◆ **Exercise**: Although the entries contain pictures, write out only their text, exactly as it stands.

◆ **Materials provided**:
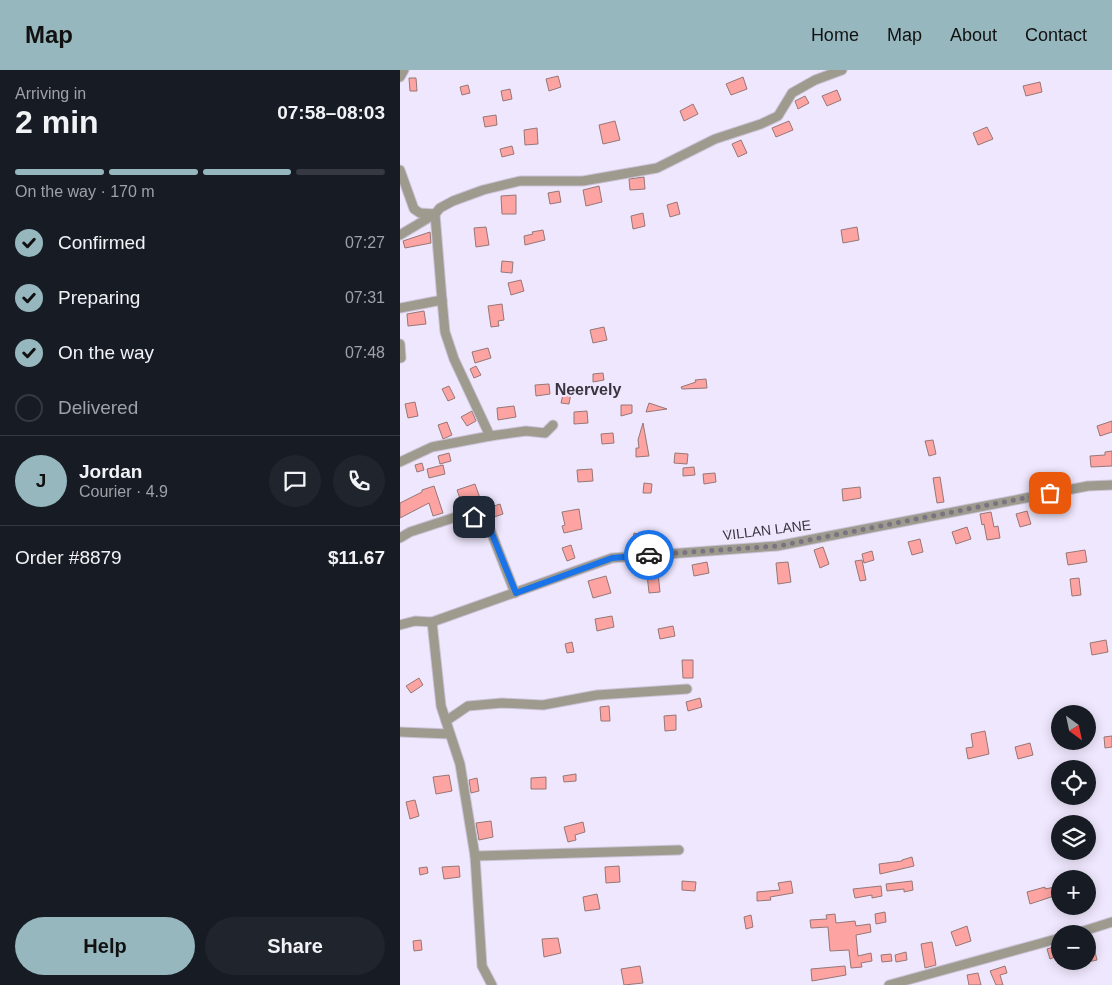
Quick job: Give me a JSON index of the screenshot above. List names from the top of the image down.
{
  "streets": {
    "street": ["VILLAN LANE"]
  },
  "districts": ["Neervely"],
  "north": "bottom right",
  "page": {
    "header": "Map",
    "nav": [
      "Home",
      "Map",
      "About",
      "Contact"
    ],
    "heading": ["2 min", "Arriving in", "07:58–08:03"],
    "panel": [
      "Jordan",
      "Courier · 4.9",
      "Order #8879",
      "$11.67"
    ],
    "bar": "On the way · 170 m",
    "list": [
      ["Confirmed", "07:27"],
      ["Preparing", "07:31"],
      ["On the way", "07:48"],
      "Delivered"
    ],
    "round": "J",
    "map_buttons": ["+", "−"],
    "buttons": ["Help", "Share"]
  }
}
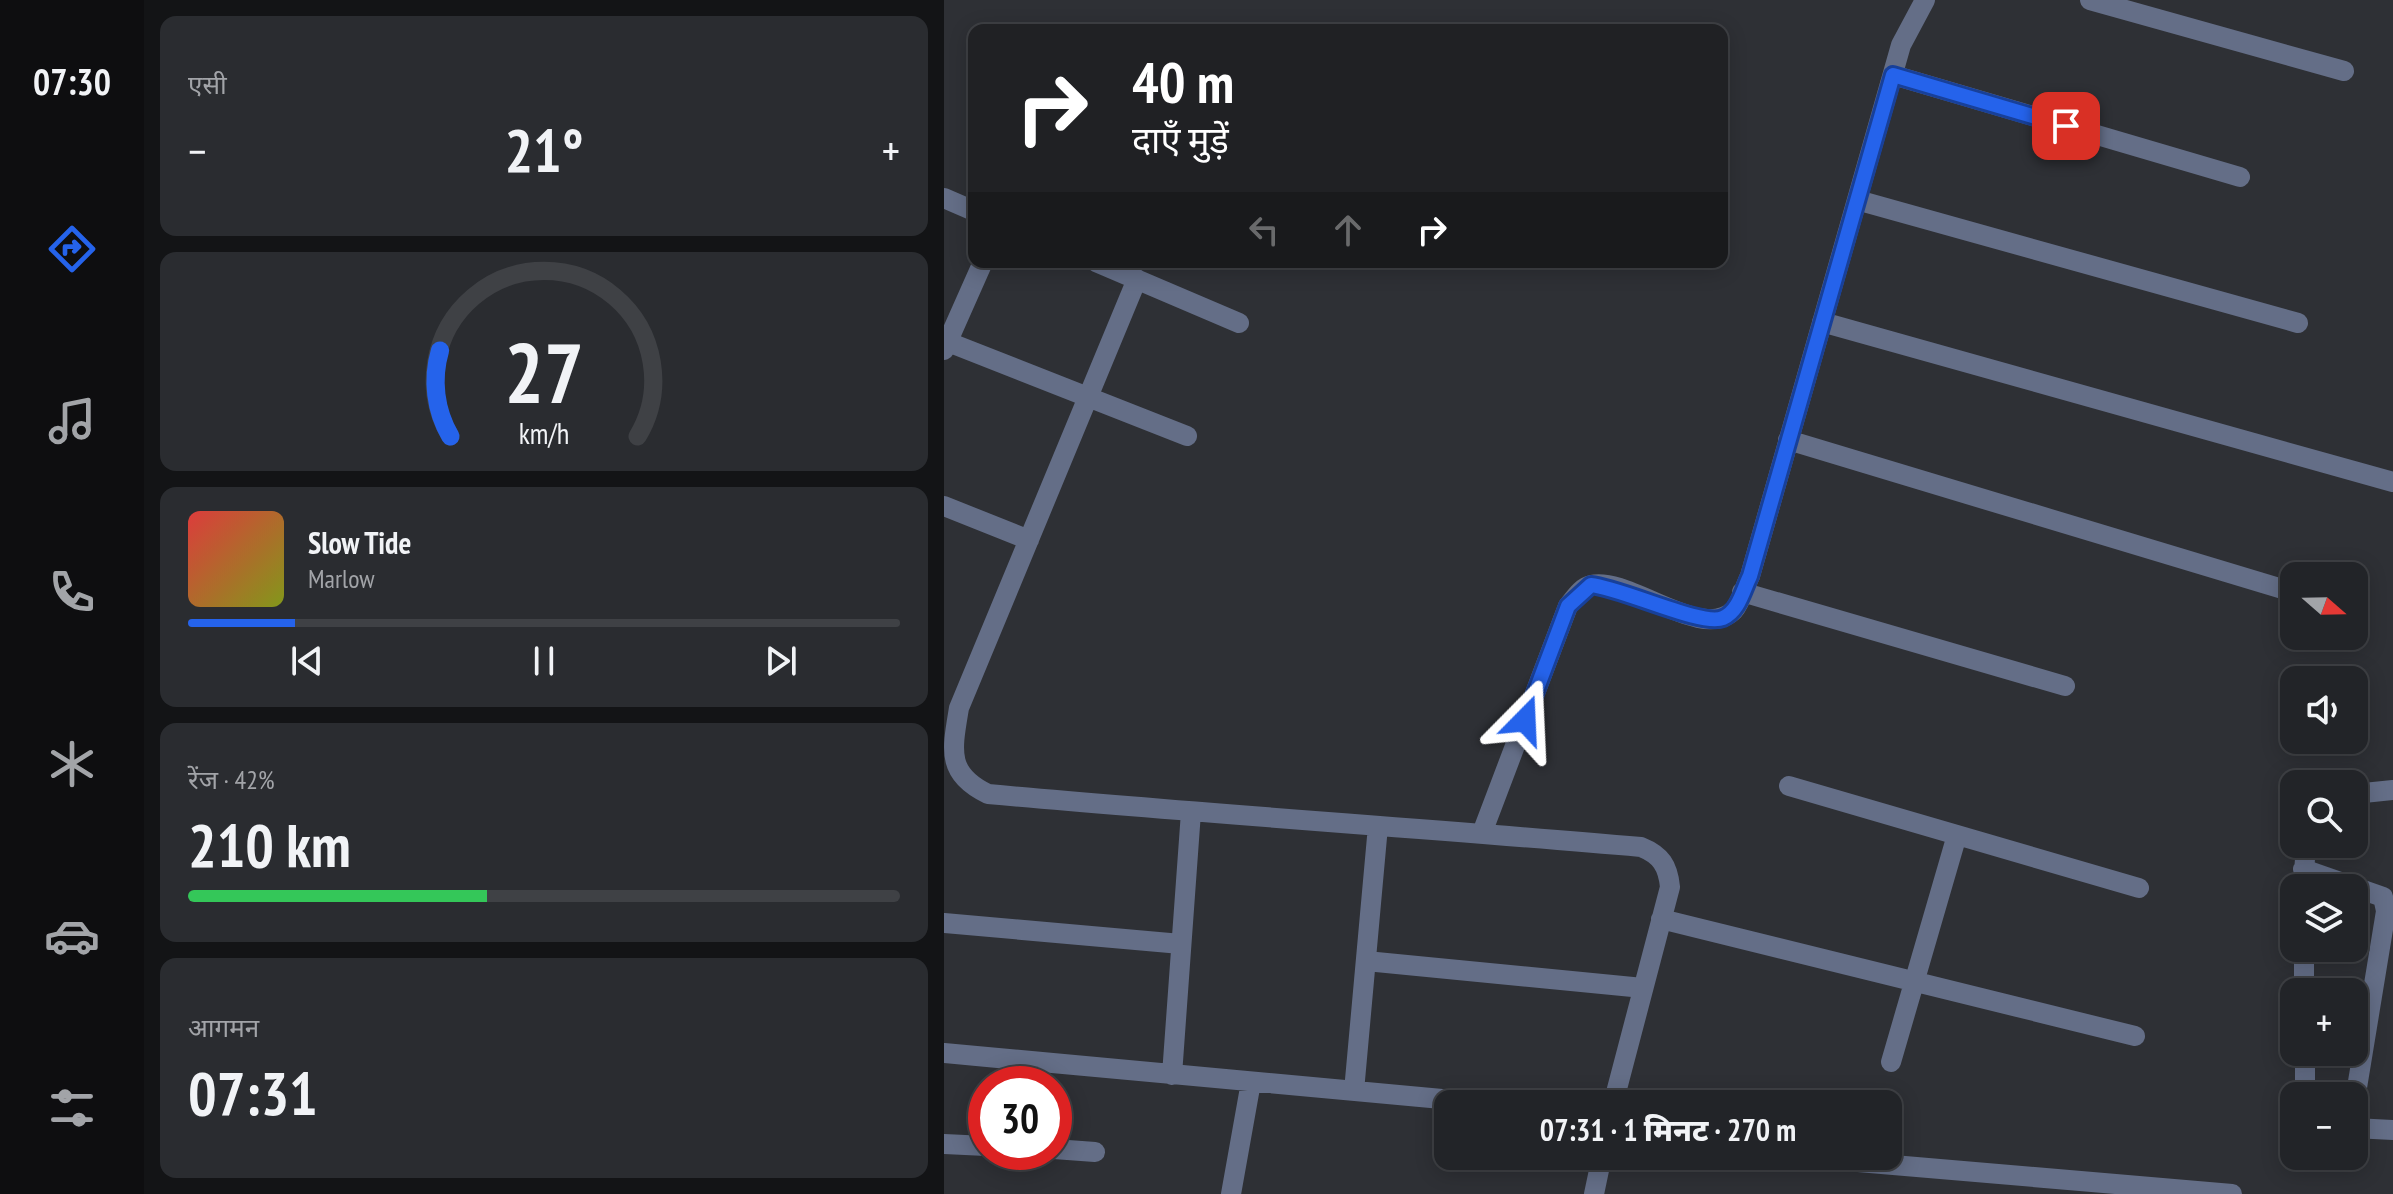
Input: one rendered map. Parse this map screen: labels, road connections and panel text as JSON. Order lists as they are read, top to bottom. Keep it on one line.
{"north":"right","page":{"tabs":"07:30","tile":["एसी",["रेंज · 42%","210 km"],["आगमन","07:31"]],"turn":["40 m","दाएँ मुड़ें"],"heat":["−","21°","+"],"song":["Slow Tide","Marlow"],"map_buttons":["+","−"],"limit":"30","trip":"07:31 · 1 मिनट · 270 m","gauge":["27","km/h"]}}
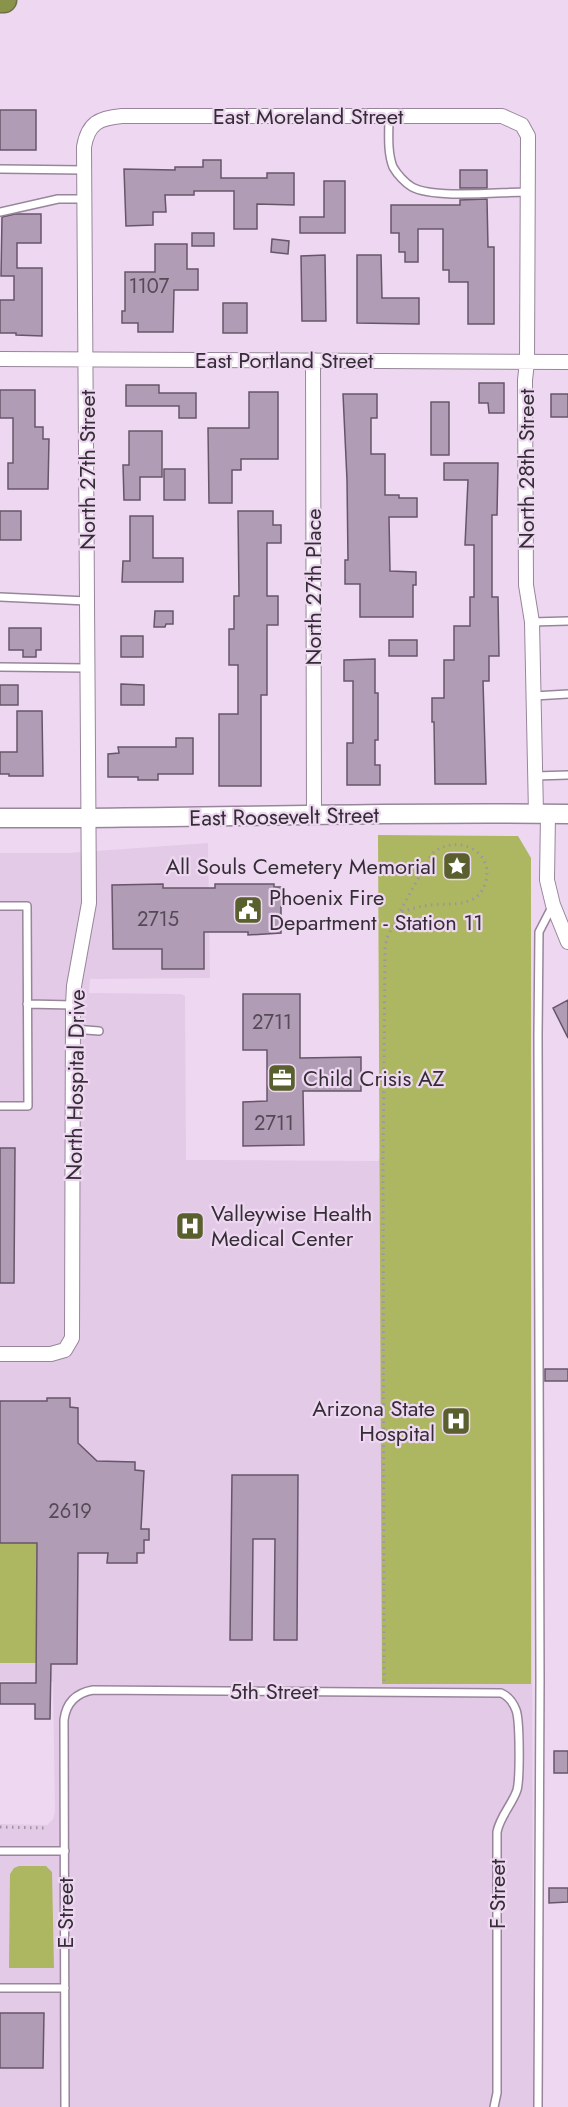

◆ **Result**:
Quick job: Give me a JSON index of the screenshot above. List names from the top of the image down.
{
  "streets": {
    "street": ["VILLAN LANE"]
  },
  "districts": ["Neervely"],
  "north": "bottom right",
  "page": {
    "header": "Map",
    "nav": [
      "Home",
      "Map",
      "About",
      "Contact"
    ],
    "heading": ["2 min", "Arriving in", "07:58–08:03"],
    "panel": [
      "Jordan",
      "Courier · 4.9",
      "Order #8879",
      "$11.67"
    ],
    "bar": "On the way · 170 m",
    "list": [
      ["Confirmed", "07:27"],
      ["Preparing", "07:31"],
      ["On the way", "07:48"],
      "Delivered"
    ],
    "round": "J",
    "map_buttons": ["+", "−"],
    "buttons": ["Help", "Share"]
  }
}
Input: one rendered map. Parse this map screen: labels, road connections and panel text as JSON. Order lists as they are read, top to bottom. Keep it on one line.
{"north":"right","page":{"tabs":"07:30","tile":["एसी",["रेंज · 42%","210 km"],["आगमन","07:31"]],"turn":["40 m","दाएँ मुड़ें"],"heat":["−","21°","+"],"song":["Slow Tide","Marlow"],"map_buttons":["+","−"],"limit":"30","trip":"07:31 · 1 मिनट · 270 m","gauge":["27","km/h"]}}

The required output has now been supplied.